(Saved data entries)

----

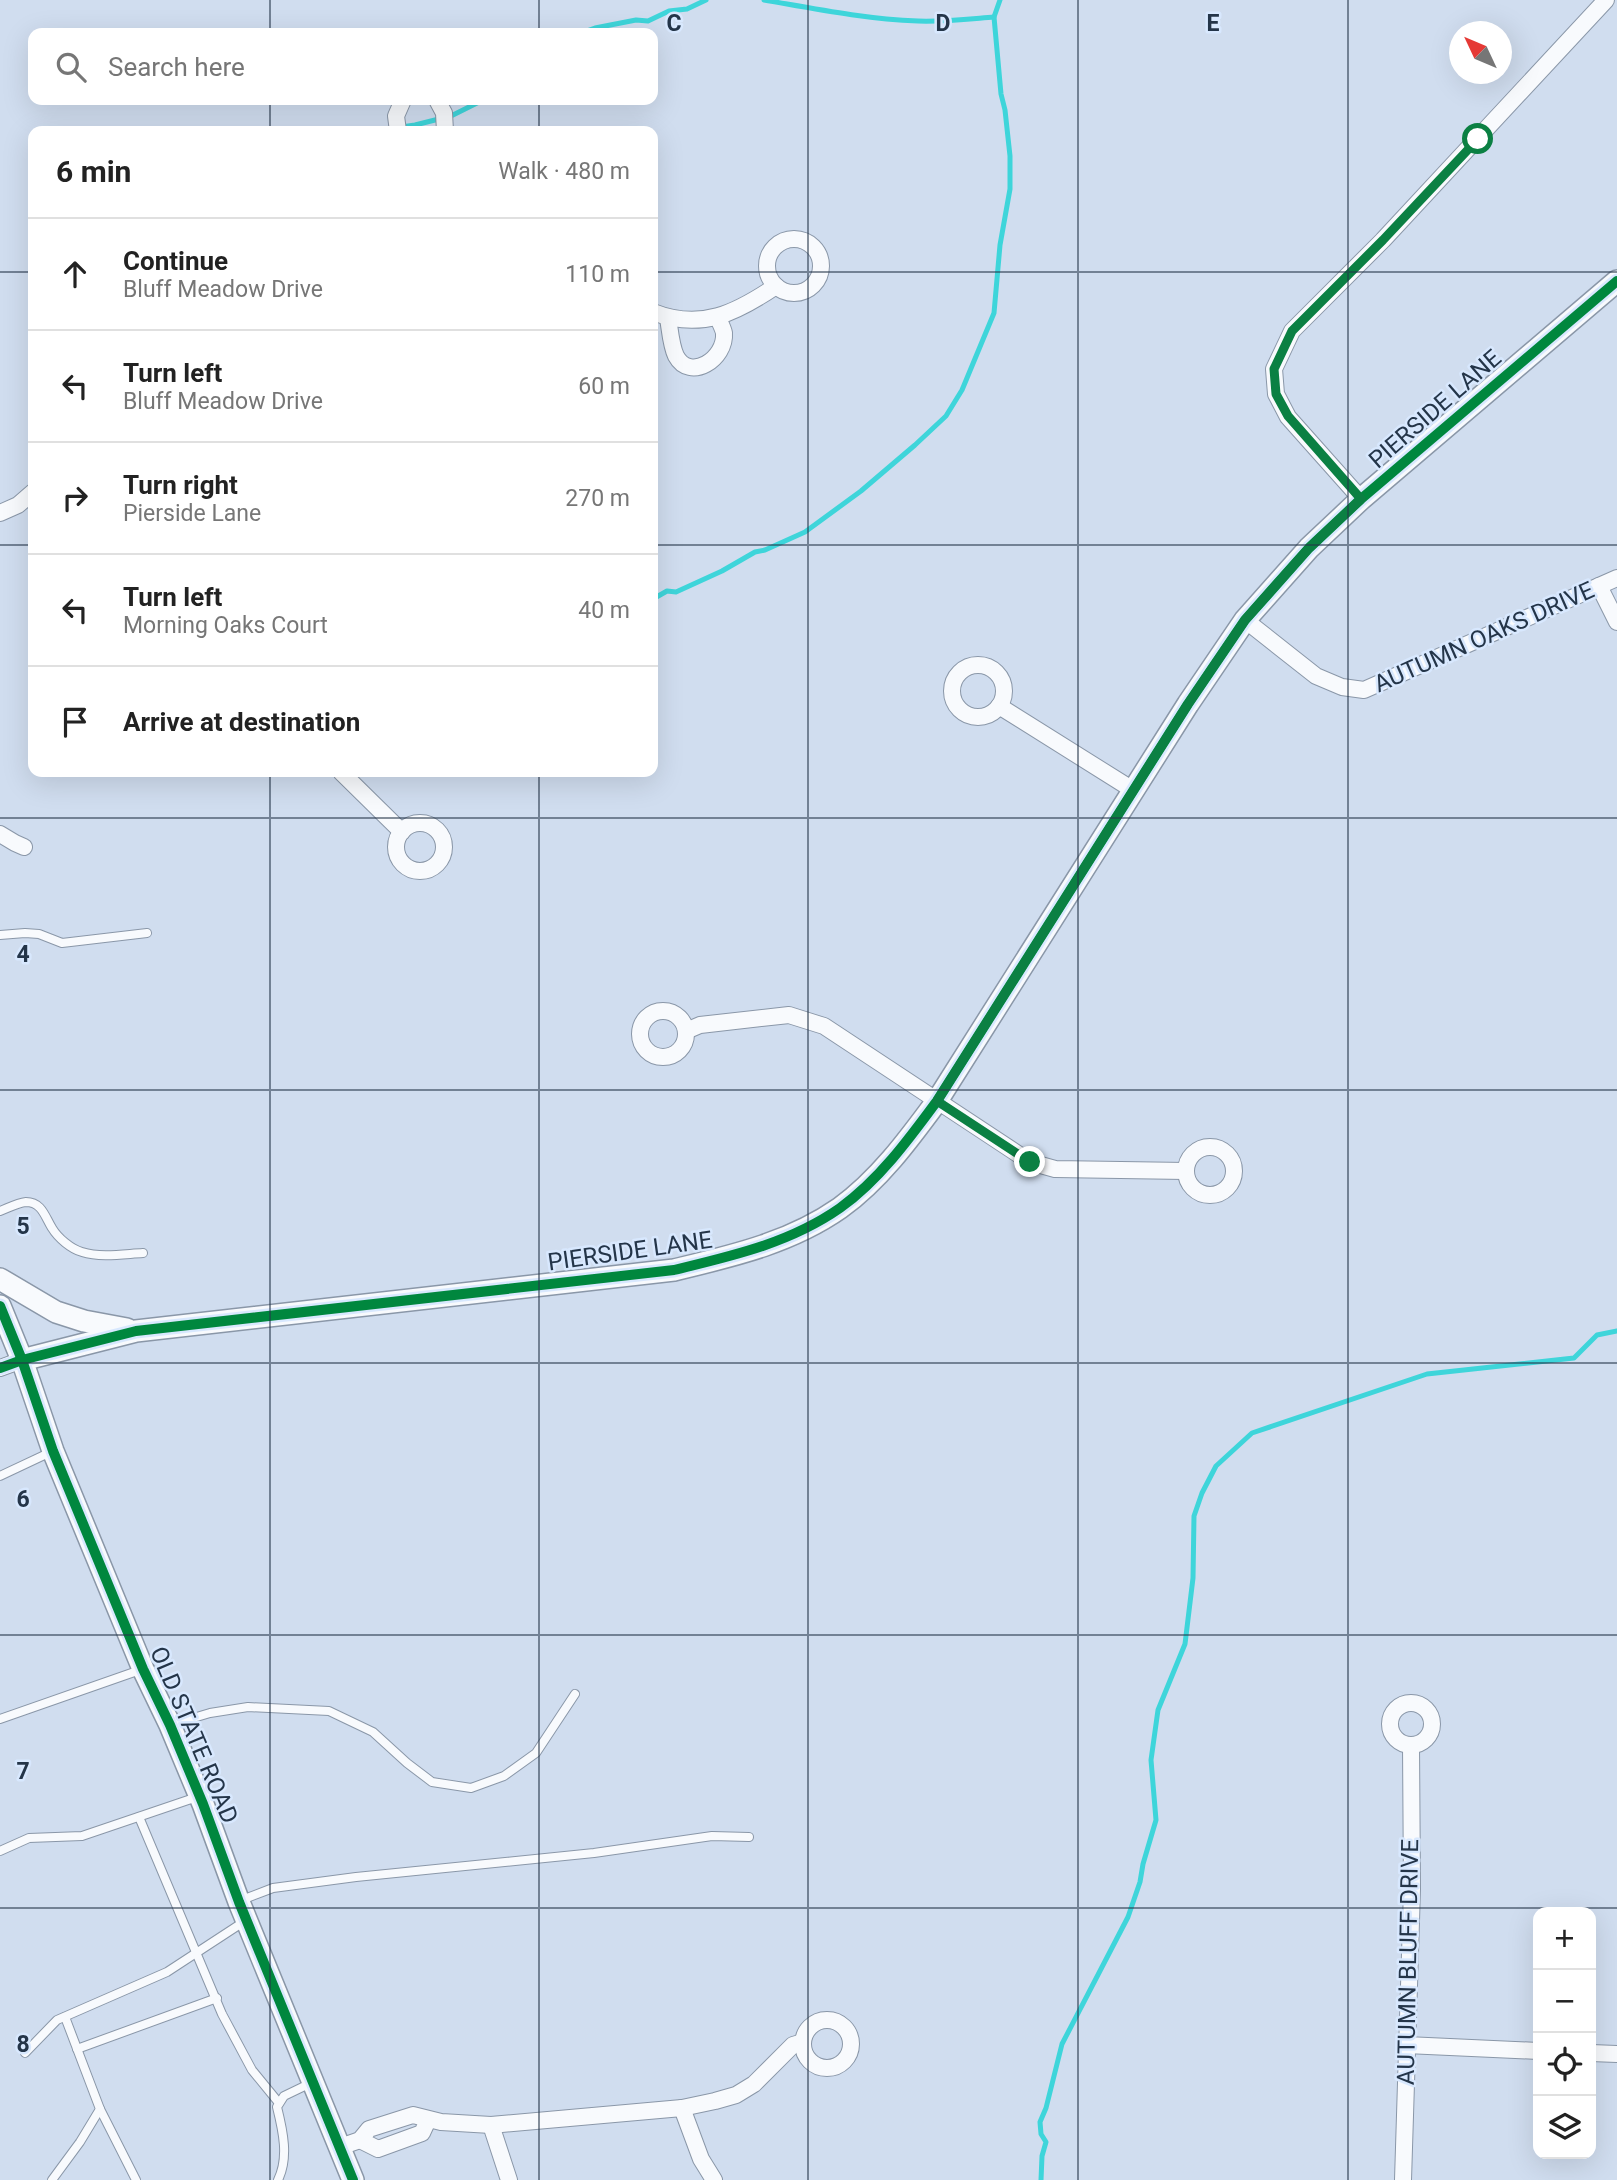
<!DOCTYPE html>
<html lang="en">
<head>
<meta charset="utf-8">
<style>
  :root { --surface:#fff; --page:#f2f2f2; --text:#222; --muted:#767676; --line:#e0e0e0 }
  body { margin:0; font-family:Roboto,sans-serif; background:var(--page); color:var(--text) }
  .controls { position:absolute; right:21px; bottom:21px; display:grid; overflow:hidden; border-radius:14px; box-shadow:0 7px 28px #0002 }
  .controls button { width:63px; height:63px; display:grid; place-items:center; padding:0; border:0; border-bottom:2px solid var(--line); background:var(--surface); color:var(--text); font:35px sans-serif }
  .compass { position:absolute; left:1449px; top:21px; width:63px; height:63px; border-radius:50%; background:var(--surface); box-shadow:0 7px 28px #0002; rotate:314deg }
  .stop { position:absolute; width:21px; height:21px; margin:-16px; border:5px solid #0b8043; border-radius:50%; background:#fff }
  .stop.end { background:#0b8043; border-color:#fff; box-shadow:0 2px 7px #0008 }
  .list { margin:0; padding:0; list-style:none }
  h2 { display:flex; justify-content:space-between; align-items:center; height:91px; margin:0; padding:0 28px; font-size:30px }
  h2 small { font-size:23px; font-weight:400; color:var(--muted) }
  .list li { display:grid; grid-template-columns:46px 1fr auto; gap:21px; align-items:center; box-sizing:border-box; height:112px; padding:0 28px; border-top:2px solid var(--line) }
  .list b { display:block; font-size:26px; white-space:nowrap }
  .list p { margin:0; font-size:23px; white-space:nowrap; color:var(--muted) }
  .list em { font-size:23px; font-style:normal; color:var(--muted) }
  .icon { flex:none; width:38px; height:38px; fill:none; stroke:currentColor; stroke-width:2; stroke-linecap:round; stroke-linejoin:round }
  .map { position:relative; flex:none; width:1617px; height:2180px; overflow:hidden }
  .search { position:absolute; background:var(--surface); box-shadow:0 7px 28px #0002; left:28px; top:28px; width:630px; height:77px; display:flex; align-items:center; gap:18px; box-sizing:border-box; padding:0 24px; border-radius:14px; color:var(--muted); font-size:26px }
  .panel { position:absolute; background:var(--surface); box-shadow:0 7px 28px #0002; left:28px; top:126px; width:630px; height:651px; border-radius:14px }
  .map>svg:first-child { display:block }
</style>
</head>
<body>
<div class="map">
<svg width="1617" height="2180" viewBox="0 0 1617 2180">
  <rect width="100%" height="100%" fill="#d0ddef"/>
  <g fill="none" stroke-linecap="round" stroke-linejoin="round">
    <g stroke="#3ed5da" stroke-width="5">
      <path d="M764,0c52,9 102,19 154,21 25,1 51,-2 76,-4"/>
      <polyline points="581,33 595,28 636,20 648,21 669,11 687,9 706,0"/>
      <polyline points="374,131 415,125 451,116 483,100"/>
      <polyline points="653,599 667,591 676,592 722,571 755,552 765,550 805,532 861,491 915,445 946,416 962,390 994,313 1000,245 1010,189 1010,156 1005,110 1001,94 994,17 1000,0"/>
      <polyline points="1041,2180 1042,2156 1046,2142 1041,2134 1040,2122 1046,2108 1062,2044 1128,1917 1140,1882 1143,1864 1156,1820 1151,1760 1158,1710 1185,1644 1193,1578 1194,1516 1202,1493 1216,1466 1252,1433 1427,1374 1574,1358 1597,1335 1617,1331"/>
    </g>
    <defs>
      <g id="service">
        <polyline points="0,935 25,933 39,934 62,943 147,933"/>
        <path d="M0,1211c8,-3 17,-8 26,-9 16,0 19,15 26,26 6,10 19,21 30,24 19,6 42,2 61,1"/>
        <polyline points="0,1476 53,1451"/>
        <polyline points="0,1719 143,1669"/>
        <polyline points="173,1724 210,1713 248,1707 329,1711 373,1732 407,1763 432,1782 471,1788 504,1776 536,1753 575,1694"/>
        <polyline points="139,1817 222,2014 252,2070 279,2103"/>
        <polyline points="0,1851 29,1838 82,1836 200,1796"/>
        <polyline points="239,1901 273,1888 356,1877 594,1853 712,1836 749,1837"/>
        <polyline points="77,2049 217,1998"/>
        <polyline points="25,2053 57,2020 167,1972 245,1921"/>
        <polyline points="100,2109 136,2180"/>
        <polyline points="52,2180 80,2142 100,2109 65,2017"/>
        <path d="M278,2180c11,-22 5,-49 -1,-73l7,-11 27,-13"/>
      </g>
      <g id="minor">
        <polyline points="437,100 444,113 445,131"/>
        <polyline points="398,131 396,116 403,100"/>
        <circle cx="794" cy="266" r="27"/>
        <path d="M653,312c48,19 83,1 123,-26"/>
        <path d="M668,318c2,12 3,28 8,38 14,26 50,3 48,-23 -1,-5 -4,-10 -6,-15"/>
        <polyline points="1361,499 1288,417 1276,394 1274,369 1292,331 1383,240 1606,0"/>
        <polyline points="0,513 18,505 33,492"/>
        <polyline points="1599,586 1617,622"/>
        <polyline points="1245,620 1316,676 1342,687 1364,690 1617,578"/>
        <circle cx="978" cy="691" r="26"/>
        <polyline points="999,706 1133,790"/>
        <polyline points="341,772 402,832"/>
        <circle cx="420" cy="847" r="24"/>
        <polyline points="0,834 15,843 24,847"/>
        <circle cx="663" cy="1034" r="23"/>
        <polyline points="686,1031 700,1025 789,1015 824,1026 1030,1162 1055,1169 1186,1171"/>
        <circle cx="1210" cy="1171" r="24"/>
        <polyline points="0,1368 22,1360"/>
        <circle cx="1411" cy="1724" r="21"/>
        <circle cx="827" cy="2044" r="24"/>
        <polyline points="1406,2045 1538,2051"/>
        <polyline points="1591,2053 1617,2054"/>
        <polyline points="682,2108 701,2159 714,2180"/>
        <polyline points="491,2125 509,2180"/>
        <polyline points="360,2140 378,2149 422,2133 428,2120"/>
        <polyline points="340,2147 360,2140 369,2129 413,2115 441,2122 491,2125 682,2108 715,2101 736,2095 754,2084 793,2045 803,2042"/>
        <polyline points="1403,2180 1412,1889 1411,1745"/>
      </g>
      <g id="tertiary">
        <polyline points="0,1279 56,1312 84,1321 127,1329"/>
        <polyline points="0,1306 22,1360 53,1451 143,1669 170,1725 203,1804 239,1902 353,2180"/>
        <path d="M22,1360l114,-29 538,-61c58,-14 116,-27 166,-62 39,-28 69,-69 97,-107l251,-397 57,-84 64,-72 52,-49 256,-218"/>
      </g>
    </defs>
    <use href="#service" stroke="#8a97a8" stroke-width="10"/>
    <use href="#minor" stroke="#8a97a8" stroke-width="18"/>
    <use href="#tertiary" stroke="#8a97a8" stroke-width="24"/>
    <use href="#service" stroke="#f8fafd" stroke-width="8"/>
    <use href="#minor" stroke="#f8fafd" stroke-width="16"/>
    <use href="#tertiary" stroke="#f8fafd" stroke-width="21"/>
    <defs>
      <g id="cycleway">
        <polyline points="0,1306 22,1360 53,1451 143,1669 170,1725 203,1804 239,1902 353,2180"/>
        <path d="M0,1368l22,-8 114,-29 538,-61c58,-14 116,-27 166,-62 39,-28 69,-69 97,-107l251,-397 57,-84 64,-72 52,-49 256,-218"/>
      </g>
    </defs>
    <use href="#cycleway" stroke="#d8e8fe" stroke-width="15"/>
    <use href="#cycleway" stroke="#00873e" stroke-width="10"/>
  </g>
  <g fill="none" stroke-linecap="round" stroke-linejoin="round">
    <polyline stroke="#0b8043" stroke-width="9" points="1030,1162 937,1101 1188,704 1245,620 1309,548 1361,499 1288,416 1276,394 1274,369 1292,331 1383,240 1478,139"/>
  </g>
  <path fill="none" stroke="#243549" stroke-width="2" stroke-opacity="0.55" d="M270,0v33M539,0v33M808,0v2180M1078,0v2180M1348,0v2180M270,100v31M539,100v31M0,272h33M653,272h964M0,545h33M653,545h964M270,772v1408M539,772v1408M0,818h1617M0,1090h1617M0,1363h1617M0,1635h1617M0,1908h1617"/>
  <g text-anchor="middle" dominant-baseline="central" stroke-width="5" stroke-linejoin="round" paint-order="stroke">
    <g font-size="24" fill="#243549" stroke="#d8e8fe">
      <text transform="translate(1435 409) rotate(-41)">PIERSIDE LANE</text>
      <text transform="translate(1484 637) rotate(-24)">AUTUMN OAKS DRIVE</text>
      <text transform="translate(630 1251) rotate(-8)">PIERSIDE LANE</text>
      <text transform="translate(194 1735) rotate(67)">OLD STATE ROAD</text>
      <text transform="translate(1408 1962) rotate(-89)">AUTUMN BLUFF DRIVE</text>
    </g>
  </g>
  <g font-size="23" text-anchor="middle" font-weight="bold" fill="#243549" stroke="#d8e8fe" stroke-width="5" stroke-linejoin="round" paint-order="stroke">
    <text x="674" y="31">C</text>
    <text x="943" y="31">D</text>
    <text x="1213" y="31">E</text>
    <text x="23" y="962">4</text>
    <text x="23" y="1234">5</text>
    <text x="23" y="1507">6</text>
    <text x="23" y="1779">7</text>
    <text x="23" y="2052">8</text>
  </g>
</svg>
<div class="controls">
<button>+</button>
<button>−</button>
<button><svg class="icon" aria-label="locate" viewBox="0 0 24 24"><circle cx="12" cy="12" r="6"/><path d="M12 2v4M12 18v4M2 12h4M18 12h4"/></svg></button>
<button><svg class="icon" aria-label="layers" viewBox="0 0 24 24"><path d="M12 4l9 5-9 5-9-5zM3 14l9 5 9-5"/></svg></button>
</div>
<svg class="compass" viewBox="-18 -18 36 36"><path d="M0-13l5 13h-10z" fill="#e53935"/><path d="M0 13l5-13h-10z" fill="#767676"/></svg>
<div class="stop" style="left:1478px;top:139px"></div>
<div class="stop end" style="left:1030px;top:1162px"></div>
<div class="search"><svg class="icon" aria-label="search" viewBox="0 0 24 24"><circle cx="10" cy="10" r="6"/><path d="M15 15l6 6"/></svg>Search here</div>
<section class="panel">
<h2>6 min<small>Walk · 480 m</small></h2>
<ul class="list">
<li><svg class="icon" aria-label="ahead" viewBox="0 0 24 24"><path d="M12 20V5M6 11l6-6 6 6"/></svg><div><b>Continue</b><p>Bluff Meadow Drive</p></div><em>110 m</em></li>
<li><svg class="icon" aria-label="left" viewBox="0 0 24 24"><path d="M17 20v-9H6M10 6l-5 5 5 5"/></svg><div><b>Turn left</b><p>Bluff Meadow Drive</p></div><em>60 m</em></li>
<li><svg class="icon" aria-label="right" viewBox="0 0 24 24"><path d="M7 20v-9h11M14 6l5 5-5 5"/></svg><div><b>Turn right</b><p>Pierside Lane</p></div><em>270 m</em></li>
<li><svg class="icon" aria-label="left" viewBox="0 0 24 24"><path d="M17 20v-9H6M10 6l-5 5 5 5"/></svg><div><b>Turn left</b><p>Morning Oaks Court</p></div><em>40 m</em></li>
<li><svg class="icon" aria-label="arrive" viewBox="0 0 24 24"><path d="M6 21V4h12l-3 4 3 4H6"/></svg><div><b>Arrive at destination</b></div></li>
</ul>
</section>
</div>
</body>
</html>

----

= Work instructions =
From the entries above, give again exactly the lines running from the line with "display:grid; grid-template-columns:46px 1fr" to the line with "flex:none; width:38px; height:38px;"; include both of those lines.

= Output of the exercise =
  .list li { display:grid; grid-template-columns:46px 1fr auto; gap:21px; align-items:center; box-sizing:border-box; height:112px; padding:0 28px; border-top:2px solid var(--line) }
  .list b { display:block; font-size:26px; white-space:nowrap }
  .list p { margin:0; font-size:23px; white-space:nowrap; color:var(--muted) }
  .list em { font-size:23px; font-style:normal; color:var(--muted) }
  .icon { flex:none; width:38px; height:38px; fill:none; stroke:currentColor; stroke-width:2; stroke-linecap:round; stroke-linejoin:round }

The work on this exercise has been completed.